Provided data
=== Section Start ===

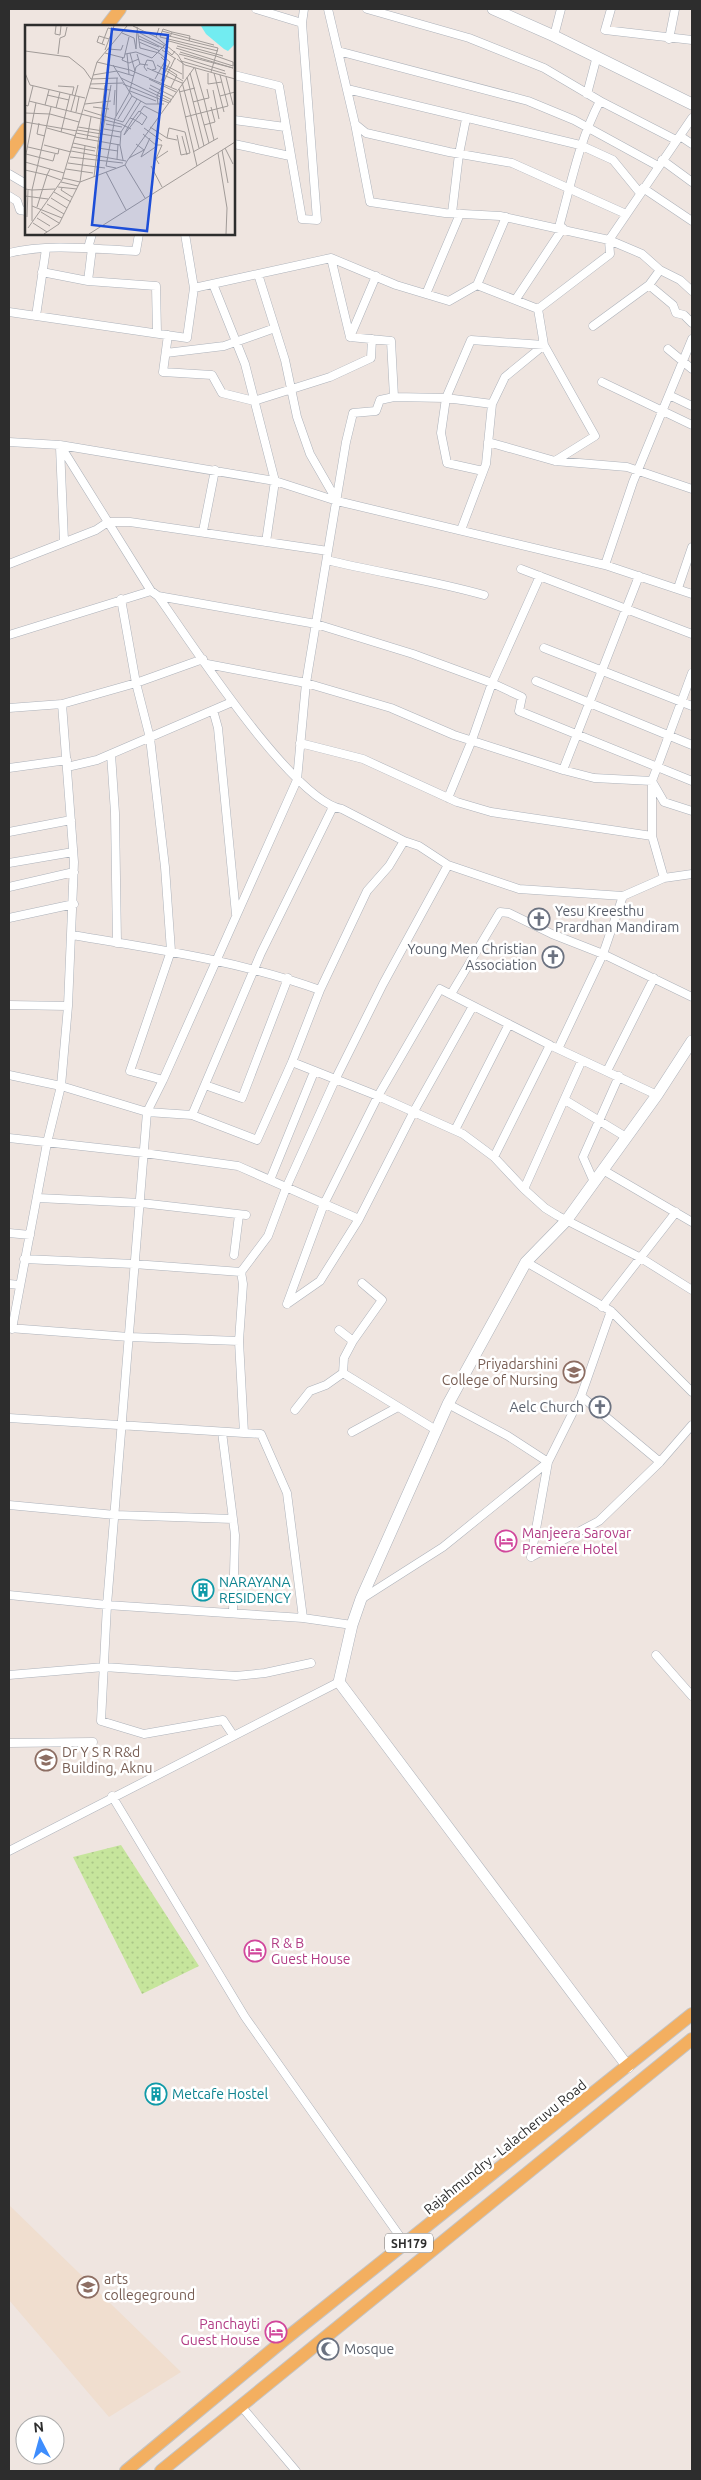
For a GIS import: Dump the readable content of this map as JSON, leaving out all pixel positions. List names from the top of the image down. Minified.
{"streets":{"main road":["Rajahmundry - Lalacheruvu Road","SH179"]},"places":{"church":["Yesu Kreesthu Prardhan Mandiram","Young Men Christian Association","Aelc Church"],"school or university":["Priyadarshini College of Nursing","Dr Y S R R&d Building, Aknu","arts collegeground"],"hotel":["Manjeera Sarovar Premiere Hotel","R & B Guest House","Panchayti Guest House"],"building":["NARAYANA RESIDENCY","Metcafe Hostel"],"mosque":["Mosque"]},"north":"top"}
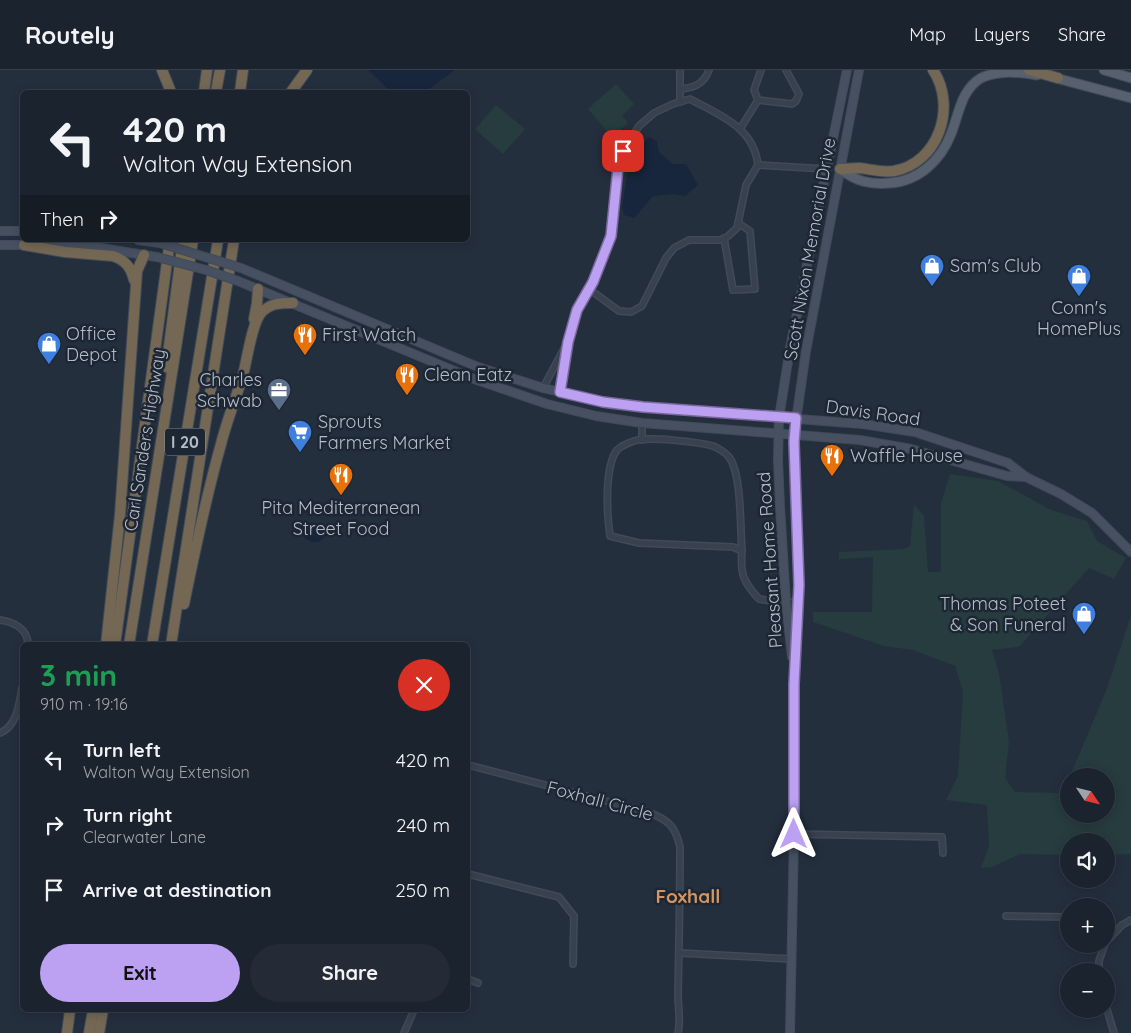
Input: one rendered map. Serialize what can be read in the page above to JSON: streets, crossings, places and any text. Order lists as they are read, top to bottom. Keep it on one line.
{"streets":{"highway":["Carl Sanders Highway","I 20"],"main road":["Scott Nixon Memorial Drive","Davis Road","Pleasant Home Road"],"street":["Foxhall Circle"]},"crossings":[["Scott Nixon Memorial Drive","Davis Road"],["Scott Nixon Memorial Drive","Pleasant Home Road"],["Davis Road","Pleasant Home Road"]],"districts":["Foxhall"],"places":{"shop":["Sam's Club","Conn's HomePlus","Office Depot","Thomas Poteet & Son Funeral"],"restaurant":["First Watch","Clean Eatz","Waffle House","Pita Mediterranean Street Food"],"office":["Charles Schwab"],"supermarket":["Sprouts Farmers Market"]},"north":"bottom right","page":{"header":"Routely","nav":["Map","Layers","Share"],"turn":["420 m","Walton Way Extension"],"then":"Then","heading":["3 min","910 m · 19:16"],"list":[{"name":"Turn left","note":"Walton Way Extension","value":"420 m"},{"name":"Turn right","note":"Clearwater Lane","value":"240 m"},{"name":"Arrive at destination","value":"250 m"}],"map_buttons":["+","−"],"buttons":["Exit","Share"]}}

=== Section End ===

What this task involves
Your output should start at the line containing "Input: one rendered" and stop at the last line of the material, copied exactly, with nothing else.

Output below
Input: one rendered map. Serialize what can be read in the page above to JSON: streets, crossings, places and any text. Order lists as they are read, top to bottom. Keep it on one line.
{"streets":{"highway":["Carl Sanders Highway","I 20"],"main road":["Scott Nixon Memorial Drive","Davis Road","Pleasant Home Road"],"street":["Foxhall Circle"]},"crossings":[["Scott Nixon Memorial Drive","Davis Road"],["Scott Nixon Memorial Drive","Pleasant Home Road"],["Davis Road","Pleasant Home Road"]],"districts":["Foxhall"],"places":{"shop":["Sam's Club","Conn's HomePlus","Office Depot","Thomas Poteet & Son Funeral"],"restaurant":["First Watch","Clean Eatz","Waffle House","Pita Mediterranean Street Food"],"office":["Charles Schwab"],"supermarket":["Sprouts Farmers Market"]},"north":"bottom right","page":{"header":"Routely","nav":["Map","Layers","Share"],"turn":["420 m","Walton Way Extension"],"then":"Then","heading":["3 min","910 m · 19:16"],"list":[{"name":"Turn left","note":"Walton Way Extension","value":"420 m"},{"name":"Turn right","note":"Clearwater Lane","value":"240 m"},{"name":"Arrive at destination","value":"250 m"}],"map_buttons":["+","−"],"buttons":["Exit","Share"]}}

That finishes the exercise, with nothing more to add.